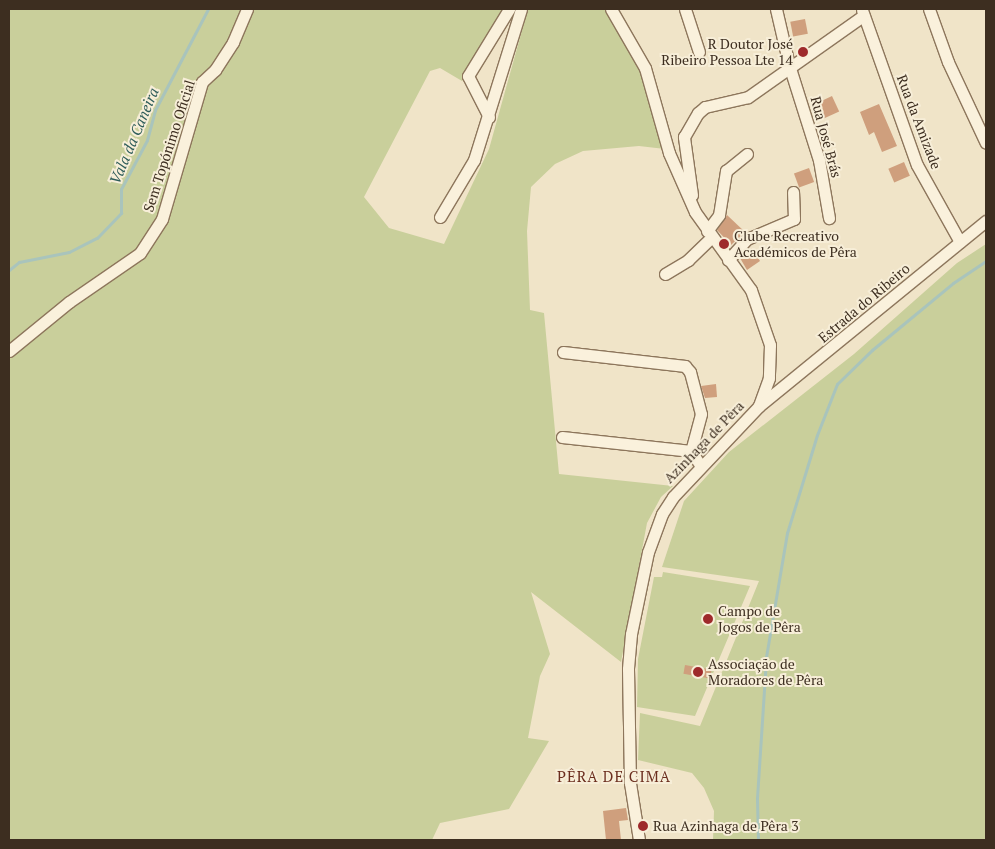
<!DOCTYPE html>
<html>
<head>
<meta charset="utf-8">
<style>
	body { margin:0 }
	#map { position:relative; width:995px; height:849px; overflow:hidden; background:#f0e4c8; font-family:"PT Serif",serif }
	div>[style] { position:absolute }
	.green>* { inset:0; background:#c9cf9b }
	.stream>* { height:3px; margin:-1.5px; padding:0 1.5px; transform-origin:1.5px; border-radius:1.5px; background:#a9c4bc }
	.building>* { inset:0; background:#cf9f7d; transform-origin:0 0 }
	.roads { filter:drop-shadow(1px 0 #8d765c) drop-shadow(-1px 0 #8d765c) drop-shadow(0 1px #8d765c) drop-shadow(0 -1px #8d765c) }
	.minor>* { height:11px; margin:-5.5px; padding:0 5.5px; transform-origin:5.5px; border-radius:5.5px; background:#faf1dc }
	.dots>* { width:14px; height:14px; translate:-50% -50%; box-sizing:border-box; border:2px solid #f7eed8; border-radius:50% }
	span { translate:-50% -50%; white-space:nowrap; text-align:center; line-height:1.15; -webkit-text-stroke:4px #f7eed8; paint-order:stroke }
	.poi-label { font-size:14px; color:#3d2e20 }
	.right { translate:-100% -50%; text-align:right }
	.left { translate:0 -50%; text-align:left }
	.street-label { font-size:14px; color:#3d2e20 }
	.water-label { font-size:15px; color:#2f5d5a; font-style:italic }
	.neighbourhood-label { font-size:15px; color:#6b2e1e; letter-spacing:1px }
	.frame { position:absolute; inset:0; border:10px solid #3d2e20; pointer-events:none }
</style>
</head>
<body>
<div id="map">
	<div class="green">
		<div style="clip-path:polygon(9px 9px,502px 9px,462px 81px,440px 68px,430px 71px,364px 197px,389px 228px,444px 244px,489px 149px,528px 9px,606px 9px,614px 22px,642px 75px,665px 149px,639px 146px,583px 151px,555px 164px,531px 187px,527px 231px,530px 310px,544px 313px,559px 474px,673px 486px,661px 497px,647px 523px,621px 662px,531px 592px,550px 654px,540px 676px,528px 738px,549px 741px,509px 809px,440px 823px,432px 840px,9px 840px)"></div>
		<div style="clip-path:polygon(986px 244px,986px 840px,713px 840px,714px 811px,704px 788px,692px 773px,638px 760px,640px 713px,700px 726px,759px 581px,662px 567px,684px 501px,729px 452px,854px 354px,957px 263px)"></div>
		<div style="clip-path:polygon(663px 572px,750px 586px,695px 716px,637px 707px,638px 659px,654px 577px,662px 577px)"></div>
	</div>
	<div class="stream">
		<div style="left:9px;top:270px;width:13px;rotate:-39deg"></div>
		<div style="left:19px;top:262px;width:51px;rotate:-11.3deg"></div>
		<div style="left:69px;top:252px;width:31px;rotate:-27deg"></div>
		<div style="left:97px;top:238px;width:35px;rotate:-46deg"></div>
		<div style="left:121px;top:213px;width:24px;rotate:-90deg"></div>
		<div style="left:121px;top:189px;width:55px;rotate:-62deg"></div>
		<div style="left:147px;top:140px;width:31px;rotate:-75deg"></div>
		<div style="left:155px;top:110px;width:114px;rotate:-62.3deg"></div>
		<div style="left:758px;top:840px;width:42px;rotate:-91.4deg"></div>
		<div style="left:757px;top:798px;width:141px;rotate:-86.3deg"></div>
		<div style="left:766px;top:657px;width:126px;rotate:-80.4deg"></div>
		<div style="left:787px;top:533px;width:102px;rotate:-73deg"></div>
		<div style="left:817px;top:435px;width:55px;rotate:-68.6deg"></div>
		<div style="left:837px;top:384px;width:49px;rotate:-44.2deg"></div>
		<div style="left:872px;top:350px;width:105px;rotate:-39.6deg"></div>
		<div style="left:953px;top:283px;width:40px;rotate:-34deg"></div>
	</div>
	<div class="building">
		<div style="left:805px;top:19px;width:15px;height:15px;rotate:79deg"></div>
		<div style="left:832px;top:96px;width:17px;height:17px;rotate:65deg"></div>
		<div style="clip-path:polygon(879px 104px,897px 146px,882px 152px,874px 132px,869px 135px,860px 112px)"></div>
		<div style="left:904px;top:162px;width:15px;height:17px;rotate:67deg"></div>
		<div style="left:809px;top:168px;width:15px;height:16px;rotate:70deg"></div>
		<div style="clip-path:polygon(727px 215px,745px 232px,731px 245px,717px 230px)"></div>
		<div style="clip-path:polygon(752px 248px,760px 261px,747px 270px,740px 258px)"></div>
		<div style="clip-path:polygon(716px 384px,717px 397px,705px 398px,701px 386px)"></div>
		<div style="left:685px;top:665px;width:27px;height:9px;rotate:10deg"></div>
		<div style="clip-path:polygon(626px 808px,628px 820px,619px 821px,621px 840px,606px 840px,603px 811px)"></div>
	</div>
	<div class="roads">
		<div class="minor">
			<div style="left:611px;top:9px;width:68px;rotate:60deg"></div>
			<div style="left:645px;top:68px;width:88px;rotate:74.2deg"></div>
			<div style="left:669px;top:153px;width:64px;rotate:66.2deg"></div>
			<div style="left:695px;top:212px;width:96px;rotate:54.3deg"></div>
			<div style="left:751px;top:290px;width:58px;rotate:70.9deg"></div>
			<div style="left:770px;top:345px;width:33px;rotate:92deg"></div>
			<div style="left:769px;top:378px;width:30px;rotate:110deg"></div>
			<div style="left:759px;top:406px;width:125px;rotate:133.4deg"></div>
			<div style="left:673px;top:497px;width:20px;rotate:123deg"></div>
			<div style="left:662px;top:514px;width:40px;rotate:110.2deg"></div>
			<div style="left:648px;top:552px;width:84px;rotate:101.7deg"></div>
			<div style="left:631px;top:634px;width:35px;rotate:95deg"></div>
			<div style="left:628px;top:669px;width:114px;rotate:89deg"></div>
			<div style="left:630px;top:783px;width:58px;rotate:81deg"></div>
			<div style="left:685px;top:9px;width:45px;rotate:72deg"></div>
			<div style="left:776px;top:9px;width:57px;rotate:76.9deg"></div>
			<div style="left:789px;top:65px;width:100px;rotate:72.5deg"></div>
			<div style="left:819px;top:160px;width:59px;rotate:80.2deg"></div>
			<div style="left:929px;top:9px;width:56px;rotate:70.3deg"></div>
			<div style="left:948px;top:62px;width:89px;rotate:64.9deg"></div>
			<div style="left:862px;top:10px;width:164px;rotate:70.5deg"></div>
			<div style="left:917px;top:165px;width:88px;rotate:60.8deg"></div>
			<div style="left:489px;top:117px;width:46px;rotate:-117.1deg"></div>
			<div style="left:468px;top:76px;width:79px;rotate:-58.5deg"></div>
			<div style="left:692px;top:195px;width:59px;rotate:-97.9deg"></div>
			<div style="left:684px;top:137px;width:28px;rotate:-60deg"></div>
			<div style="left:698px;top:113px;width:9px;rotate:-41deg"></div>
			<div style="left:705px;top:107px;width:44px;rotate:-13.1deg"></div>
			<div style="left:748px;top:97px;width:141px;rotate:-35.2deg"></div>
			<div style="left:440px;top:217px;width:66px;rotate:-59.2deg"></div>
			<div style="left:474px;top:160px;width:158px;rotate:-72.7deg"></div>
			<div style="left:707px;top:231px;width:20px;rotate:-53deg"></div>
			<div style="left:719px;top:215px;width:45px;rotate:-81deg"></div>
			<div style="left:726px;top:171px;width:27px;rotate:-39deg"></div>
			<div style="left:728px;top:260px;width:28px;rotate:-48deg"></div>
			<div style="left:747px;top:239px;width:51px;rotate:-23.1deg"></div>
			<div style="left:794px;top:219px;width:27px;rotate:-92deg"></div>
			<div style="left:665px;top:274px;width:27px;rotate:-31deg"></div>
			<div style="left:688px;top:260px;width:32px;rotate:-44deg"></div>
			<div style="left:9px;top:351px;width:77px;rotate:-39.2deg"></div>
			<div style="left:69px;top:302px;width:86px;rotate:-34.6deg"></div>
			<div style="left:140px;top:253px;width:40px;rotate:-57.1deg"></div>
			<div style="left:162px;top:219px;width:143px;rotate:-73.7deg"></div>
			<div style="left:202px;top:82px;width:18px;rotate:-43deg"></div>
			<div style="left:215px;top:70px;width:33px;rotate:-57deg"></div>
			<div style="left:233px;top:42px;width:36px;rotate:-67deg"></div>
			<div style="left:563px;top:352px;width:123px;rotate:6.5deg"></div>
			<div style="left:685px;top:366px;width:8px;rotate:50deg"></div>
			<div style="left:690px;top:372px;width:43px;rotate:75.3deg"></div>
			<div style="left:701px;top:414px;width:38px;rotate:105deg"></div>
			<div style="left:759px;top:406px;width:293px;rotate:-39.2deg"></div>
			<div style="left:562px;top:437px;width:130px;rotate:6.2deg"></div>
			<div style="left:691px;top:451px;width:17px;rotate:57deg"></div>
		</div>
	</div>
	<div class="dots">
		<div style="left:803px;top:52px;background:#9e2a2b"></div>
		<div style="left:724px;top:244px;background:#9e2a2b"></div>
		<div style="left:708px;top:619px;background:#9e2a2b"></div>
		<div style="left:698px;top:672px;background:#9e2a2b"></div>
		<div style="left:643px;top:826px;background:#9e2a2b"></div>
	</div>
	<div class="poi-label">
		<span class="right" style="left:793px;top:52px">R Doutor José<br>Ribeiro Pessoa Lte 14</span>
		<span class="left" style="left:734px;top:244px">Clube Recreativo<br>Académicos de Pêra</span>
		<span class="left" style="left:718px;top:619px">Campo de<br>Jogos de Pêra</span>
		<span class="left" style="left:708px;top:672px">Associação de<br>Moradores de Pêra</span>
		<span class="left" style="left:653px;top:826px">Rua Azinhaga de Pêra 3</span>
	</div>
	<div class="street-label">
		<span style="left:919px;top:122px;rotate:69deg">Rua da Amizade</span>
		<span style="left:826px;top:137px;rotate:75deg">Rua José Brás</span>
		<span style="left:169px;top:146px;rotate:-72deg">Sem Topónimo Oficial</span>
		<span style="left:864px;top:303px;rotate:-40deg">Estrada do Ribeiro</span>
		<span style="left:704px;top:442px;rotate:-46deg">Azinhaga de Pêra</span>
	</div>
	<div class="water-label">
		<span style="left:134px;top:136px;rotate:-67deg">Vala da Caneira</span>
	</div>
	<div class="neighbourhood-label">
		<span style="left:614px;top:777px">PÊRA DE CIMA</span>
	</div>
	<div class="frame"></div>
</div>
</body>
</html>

▶ **To do**
Give back exactly the lines from the first line of the data through the line with "width:14px; height:14px; translate:-50%", pictures excluded.

▶ **Task output**
<!DOCTYPE html>
<html>
<head>
<meta charset="utf-8">
<style>
	body { margin:0 }
	#map { position:relative; width:995px; height:849px; overflow:hidden; background:#f0e4c8; font-family:"PT Serif",serif }
	div>[style] { position:absolute }
	.green>* { inset:0; background:#c9cf9b }
	.stream>* { height:3px; margin:-1.5px; padding:0 1.5px; transform-origin:1.5px; border-radius:1.5px; background:#a9c4bc }
	.building>* { inset:0; background:#cf9f7d; transform-origin:0 0 }
	.roads { filter:drop-shadow(1px 0 #8d765c) drop-shadow(-1px 0 #8d765c) drop-shadow(0 1px #8d765c) drop-shadow(0 -1px #8d765c) }
	.minor>* { height:11px; margin:-5.5px; padding:0 5.5px; transform-origin:5.5px; border-radius:5.5px; background:#faf1dc }
	.dots>* { width:14px; height:14px; translate:-50% -50%; box-sizing:border-box; border:2px solid #f7eed8; border-radius:50% }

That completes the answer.